7 News Belize

Bee-leaguered
posted (August 26, 2010)
We've done stories before on bee-keeping in cultivated farm areas, known as apiaries....but how about extracting bees from an urban infestation? We mean "beez in the da hood" - and not just going in and smothering them in "Shelltox", extraction means going in to capture the queen in her honied lair....

It may sound like a strategy for playing a game of chess - but today it was the bees that had the Boots Crescent neighborhood in check. 7news was on the scene.

Jules Vasquez, Reporting
These children may look like they're breezing off in the last days of summer but really they are fighting off repeated bee attacks - scampering to get away from a relentless swarm.

Londra Lewis
"Well I get sting, and all the kids get sting already."

But there's nowhere to run really because the bees live right next to them in this abandoned trailer home adjoining their yard. It may look like some kind of primitive greenhouse, but it's just an overgrown, abandoned piece of junk

Londra Lewis
"We have a camper infested with a lot of bees and we have a lot of kids in the yard. Over the past 10 years the bees lived there with a lot of hives and we would really want them to come and take care of it for us."

Enter the CYDP Bee Capture Unit. They travel light, just one crate with protective gear and a few smokers - and their strategy was as straightforward

Supt. Edward Broaster
"Today what will happen is our Bee Capturing Unit will be coming here to remove the bees from this container."

Troy Lewis, CYDP Bee Capture Unit
"Actually we will just go in and locate the bees, when we finish locating them we will look for the queen and we will put the queen in a cage actually like a trap."

Easier said than done - as the team found out shortly after they suited up. My camera-man Victor Noble did the same and readied himself to go in.

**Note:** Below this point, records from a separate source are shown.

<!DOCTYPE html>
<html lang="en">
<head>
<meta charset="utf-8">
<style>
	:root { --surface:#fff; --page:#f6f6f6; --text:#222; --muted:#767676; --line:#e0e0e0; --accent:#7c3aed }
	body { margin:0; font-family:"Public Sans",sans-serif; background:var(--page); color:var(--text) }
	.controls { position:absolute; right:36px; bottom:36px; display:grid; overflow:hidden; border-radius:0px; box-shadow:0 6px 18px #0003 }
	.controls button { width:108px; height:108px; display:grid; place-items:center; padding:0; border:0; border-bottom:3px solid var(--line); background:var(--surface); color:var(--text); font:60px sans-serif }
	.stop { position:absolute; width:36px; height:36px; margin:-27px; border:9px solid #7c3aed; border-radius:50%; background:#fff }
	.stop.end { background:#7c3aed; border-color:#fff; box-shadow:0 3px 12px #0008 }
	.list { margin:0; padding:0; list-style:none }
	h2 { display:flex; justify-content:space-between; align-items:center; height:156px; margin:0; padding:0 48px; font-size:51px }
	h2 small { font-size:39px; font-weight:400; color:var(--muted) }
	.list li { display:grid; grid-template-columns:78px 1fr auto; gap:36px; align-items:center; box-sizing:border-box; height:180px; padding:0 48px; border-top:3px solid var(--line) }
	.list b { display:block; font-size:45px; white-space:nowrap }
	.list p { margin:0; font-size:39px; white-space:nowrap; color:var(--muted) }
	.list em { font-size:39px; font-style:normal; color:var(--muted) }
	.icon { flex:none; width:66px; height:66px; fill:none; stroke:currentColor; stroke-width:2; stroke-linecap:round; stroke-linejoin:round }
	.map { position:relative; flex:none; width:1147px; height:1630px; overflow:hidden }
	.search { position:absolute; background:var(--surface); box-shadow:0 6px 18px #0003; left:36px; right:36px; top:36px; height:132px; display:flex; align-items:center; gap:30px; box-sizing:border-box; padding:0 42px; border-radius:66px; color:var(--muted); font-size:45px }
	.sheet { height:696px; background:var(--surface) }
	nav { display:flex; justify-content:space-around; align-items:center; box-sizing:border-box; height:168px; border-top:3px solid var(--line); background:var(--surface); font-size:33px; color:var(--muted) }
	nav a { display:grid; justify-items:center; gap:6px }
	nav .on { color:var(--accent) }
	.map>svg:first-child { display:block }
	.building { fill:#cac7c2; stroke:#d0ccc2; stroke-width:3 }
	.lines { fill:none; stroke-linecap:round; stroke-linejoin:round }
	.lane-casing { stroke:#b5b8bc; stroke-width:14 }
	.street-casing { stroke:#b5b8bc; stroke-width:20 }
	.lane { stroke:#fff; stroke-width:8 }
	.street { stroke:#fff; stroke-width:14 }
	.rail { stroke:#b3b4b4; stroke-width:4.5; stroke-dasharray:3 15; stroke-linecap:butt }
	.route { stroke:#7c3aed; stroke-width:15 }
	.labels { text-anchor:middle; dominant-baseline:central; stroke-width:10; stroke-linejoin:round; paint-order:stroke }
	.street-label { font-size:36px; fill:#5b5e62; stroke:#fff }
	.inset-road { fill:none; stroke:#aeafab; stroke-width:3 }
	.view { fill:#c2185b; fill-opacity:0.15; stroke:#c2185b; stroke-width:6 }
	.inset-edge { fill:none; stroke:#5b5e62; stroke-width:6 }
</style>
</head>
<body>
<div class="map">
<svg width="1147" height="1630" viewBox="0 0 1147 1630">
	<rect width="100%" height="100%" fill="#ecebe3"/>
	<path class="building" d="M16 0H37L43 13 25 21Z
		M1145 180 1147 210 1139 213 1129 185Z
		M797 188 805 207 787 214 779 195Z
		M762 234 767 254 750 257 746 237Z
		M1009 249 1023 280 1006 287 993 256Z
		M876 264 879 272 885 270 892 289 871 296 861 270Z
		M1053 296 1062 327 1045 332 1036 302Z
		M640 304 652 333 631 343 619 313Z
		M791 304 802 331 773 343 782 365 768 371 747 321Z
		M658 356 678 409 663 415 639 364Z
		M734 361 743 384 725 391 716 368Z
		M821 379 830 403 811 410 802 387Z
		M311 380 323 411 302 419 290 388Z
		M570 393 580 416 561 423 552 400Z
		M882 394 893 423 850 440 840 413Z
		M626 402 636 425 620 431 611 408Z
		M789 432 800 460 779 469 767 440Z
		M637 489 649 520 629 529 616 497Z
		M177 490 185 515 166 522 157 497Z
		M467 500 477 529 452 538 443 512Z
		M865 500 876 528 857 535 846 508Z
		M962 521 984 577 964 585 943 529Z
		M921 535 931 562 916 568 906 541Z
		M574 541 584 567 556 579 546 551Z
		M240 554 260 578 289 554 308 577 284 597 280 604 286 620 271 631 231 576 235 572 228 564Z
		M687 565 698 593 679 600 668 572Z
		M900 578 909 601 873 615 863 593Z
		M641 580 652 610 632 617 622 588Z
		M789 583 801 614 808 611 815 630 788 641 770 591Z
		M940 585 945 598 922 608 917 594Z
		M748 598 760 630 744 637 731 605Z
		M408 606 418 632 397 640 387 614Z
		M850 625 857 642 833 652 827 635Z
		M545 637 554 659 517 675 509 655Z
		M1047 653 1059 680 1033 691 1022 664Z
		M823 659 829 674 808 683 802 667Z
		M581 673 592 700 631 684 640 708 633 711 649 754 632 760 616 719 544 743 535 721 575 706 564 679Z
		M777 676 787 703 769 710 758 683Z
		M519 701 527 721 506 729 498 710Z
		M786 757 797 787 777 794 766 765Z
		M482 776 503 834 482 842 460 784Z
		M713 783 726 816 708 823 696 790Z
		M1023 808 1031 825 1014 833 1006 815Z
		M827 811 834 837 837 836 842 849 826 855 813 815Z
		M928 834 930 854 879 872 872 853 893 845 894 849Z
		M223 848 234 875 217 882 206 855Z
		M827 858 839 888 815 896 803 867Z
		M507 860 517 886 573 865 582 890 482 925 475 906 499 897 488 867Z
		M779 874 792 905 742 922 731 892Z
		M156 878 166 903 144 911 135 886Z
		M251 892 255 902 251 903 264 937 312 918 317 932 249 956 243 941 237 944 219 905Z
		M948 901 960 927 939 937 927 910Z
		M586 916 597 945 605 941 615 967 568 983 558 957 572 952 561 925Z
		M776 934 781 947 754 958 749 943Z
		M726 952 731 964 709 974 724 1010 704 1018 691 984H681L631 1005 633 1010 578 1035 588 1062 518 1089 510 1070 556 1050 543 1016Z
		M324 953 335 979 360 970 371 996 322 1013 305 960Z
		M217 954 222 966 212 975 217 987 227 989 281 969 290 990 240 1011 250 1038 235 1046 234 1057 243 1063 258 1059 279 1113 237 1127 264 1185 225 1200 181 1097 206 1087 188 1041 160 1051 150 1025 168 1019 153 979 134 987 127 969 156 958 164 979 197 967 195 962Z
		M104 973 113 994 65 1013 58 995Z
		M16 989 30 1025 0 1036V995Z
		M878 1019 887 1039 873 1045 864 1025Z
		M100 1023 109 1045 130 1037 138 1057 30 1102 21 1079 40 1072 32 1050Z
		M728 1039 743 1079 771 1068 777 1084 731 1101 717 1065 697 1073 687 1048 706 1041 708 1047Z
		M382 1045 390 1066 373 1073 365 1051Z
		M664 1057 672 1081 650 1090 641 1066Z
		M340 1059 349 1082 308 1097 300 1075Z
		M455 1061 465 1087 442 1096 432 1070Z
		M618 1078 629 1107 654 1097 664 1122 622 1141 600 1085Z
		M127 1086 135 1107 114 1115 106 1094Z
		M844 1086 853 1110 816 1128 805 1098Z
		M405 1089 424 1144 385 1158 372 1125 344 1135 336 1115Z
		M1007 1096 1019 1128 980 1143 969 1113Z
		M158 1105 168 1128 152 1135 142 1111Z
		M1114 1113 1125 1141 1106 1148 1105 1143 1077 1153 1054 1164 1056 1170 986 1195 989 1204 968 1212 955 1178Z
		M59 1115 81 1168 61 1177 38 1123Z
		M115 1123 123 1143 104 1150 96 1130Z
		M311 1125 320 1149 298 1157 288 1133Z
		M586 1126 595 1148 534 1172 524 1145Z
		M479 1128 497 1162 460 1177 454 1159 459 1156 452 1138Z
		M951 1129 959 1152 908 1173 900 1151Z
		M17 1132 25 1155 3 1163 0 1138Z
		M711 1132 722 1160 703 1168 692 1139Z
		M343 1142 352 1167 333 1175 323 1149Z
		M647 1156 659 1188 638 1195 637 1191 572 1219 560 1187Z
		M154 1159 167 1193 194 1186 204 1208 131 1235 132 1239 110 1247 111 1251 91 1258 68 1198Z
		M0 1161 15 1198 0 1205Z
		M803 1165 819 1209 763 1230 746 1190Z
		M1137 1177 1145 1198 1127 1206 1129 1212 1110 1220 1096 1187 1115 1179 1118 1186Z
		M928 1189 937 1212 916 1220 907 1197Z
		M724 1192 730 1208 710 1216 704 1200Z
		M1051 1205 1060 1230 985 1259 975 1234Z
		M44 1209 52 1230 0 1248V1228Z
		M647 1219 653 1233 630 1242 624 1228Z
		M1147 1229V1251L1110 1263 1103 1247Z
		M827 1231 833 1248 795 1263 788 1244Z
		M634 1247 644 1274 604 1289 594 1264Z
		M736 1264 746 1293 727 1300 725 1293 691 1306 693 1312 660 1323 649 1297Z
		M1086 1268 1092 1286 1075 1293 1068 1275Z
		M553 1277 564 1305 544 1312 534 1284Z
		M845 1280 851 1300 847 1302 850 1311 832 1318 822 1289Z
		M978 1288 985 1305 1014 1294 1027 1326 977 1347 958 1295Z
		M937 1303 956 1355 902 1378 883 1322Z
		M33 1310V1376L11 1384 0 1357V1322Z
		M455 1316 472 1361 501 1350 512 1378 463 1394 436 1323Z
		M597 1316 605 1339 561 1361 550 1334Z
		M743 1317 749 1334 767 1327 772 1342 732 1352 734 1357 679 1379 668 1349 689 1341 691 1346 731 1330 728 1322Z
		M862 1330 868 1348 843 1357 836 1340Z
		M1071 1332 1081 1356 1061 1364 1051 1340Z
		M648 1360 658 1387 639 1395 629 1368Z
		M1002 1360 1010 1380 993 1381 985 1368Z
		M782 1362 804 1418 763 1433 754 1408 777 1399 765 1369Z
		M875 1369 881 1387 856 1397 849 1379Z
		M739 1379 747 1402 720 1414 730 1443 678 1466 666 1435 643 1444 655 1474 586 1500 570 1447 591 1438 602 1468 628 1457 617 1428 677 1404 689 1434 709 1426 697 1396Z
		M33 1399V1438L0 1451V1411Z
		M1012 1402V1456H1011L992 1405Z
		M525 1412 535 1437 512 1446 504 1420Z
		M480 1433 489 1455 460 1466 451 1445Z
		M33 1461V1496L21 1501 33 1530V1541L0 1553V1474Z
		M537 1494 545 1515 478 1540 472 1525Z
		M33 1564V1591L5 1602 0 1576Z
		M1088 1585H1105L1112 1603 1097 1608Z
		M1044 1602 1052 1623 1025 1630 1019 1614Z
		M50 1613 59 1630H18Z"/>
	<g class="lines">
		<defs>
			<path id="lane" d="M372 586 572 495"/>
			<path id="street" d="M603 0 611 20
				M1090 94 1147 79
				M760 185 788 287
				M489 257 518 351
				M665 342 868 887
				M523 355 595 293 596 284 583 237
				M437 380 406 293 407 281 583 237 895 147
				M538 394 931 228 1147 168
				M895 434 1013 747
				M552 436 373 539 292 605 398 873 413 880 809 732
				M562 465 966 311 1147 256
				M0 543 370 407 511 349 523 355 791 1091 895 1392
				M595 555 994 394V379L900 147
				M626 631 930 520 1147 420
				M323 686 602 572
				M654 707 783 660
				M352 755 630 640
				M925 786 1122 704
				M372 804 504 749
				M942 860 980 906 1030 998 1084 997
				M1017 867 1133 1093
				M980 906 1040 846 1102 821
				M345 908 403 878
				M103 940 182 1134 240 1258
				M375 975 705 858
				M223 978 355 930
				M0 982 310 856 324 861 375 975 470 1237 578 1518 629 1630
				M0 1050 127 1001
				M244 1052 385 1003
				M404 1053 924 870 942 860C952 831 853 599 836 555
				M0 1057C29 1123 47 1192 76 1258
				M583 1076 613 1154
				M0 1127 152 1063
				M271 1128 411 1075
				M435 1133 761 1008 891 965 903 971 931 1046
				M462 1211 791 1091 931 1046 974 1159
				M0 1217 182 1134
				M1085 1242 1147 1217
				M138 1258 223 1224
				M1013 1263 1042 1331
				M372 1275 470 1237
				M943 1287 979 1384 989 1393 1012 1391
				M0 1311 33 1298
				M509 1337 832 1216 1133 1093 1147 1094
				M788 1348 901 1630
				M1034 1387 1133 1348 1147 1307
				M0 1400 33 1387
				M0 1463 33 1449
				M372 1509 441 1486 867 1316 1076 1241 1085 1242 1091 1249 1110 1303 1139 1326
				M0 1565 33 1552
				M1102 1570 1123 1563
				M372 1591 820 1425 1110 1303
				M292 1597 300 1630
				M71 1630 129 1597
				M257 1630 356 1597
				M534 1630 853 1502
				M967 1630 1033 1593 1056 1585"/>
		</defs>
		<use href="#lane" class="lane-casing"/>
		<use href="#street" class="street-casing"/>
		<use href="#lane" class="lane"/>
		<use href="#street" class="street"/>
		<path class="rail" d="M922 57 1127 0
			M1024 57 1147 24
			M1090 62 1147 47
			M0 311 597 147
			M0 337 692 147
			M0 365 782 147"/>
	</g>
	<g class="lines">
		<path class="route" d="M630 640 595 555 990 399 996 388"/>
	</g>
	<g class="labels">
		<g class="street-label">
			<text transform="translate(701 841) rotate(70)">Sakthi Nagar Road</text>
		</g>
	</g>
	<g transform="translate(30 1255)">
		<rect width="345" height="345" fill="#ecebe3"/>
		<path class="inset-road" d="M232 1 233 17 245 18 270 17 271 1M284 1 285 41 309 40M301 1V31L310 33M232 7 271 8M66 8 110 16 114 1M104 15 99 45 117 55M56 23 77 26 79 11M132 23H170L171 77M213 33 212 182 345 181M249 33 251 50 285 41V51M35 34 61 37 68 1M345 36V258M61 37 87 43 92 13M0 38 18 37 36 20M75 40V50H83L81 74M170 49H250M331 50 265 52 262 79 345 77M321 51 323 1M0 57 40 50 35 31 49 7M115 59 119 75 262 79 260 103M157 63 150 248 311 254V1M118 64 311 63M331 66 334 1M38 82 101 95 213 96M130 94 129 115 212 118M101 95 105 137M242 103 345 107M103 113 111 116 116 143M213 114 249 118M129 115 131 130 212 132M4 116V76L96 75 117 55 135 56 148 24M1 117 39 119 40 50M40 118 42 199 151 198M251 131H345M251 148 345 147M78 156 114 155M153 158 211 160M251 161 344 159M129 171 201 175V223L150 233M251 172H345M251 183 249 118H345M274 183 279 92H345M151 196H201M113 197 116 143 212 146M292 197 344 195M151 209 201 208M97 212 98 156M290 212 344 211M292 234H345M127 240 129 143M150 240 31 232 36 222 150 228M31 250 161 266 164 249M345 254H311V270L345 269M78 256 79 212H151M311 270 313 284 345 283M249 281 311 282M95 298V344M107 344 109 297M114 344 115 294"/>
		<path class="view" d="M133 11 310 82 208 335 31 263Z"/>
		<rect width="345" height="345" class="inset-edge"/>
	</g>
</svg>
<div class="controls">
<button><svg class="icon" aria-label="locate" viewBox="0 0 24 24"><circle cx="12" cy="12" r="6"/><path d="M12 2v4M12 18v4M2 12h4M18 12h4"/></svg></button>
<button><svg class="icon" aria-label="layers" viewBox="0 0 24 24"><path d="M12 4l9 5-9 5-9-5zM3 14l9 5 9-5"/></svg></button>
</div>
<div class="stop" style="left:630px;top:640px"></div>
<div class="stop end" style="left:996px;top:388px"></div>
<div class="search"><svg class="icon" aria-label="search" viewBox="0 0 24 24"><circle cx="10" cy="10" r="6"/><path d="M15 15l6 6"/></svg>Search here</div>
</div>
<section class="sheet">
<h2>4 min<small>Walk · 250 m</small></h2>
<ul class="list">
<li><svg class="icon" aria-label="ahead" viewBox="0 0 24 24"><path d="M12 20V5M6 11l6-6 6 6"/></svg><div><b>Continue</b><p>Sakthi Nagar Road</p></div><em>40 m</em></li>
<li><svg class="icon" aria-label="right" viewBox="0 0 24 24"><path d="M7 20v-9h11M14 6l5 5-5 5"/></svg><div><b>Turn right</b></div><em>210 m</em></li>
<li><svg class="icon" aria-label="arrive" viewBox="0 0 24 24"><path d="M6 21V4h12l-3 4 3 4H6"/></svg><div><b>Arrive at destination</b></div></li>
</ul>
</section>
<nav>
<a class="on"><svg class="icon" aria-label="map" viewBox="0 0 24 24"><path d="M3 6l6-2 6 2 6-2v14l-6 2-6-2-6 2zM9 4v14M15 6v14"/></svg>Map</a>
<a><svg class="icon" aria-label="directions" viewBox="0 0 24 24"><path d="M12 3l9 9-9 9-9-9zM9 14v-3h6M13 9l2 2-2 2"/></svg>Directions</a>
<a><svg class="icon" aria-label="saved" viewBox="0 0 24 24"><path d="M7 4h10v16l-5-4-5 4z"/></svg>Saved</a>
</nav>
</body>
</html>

The problems started when this unit member went in without the smoke which has a sedating effect on the bees - and then walked out on the street bringing a swarm with him. Not the brightest move as the attending, agitated swarm sent the block into lockdown as he happily pranced about with bees trying their best to get into his bonnet. That and a sudden downpour forced us to take cover in the rain. And while he was teasing the bees - his unit leader was trying to get the smoker started - in the rain - no need to tell you how that went....

After a long while of mild to moderate comic relief - the rain stopped, the smoke started and we went in. What a scene it was, bees on every surface. The team was trying to break in through the floor where the bees had at least one of their hives.

This is the scene underneath the flooring - but that's just one fraction - they are everywhere - in the walls, in the ceiling at the door - and they're big healthy bees - and keeping them at bay with the smoke proved to be such a job that they had to start a fire inside.

But after an hour of banging away getting to the Queen wasn't proving that simple. The team leader had sagely warned of it before going in:

Troy Lewis, CYDP Bee Capture Unit
"We don't know how much hives is in there that's the next thing it could be 2 or 3 it just all depends on how much queen, so you never know."

Prophetic indeed, and smoking out this urban infestation didn't prove as simple as originally thought - it was a job for a demolition crew not bee-keepers.

Still, they soldiered on, knowing that it would benefit this bee-leaguered family.

Londra Lewis
"We fear for it every day. We ask every single for them to come to move this thing. More than one time we ask public health to come."

What they see as pests, Broaster sees as an opportunity for the CYDP programme:

Supt. Edward Broaster
"Right now with the dwindling of the world population of bees in North America and in Europe I believe that we in Belize are in a unique position and if we can capture these bees instead of eradicating them then we would be able to have us more honey and produce honey that we can supply locally. It is very vital for them economically because a bottle like this sells for $15 per bottle and from the test pilot that we did last year we know that there are great potential for our young people to have a economic benefits from working with bees in Belize and producing honey."

But even if it was oozing out of the honeycomb, it wasn't bleeding thru the flooring, and getting to the golden goodness - proved to be an all day job.

By day's end they had collected four buckets of honeycomb potions and were still working. They continue to work on two hives at this hour and will have to deal with the final two when they return tomorrow.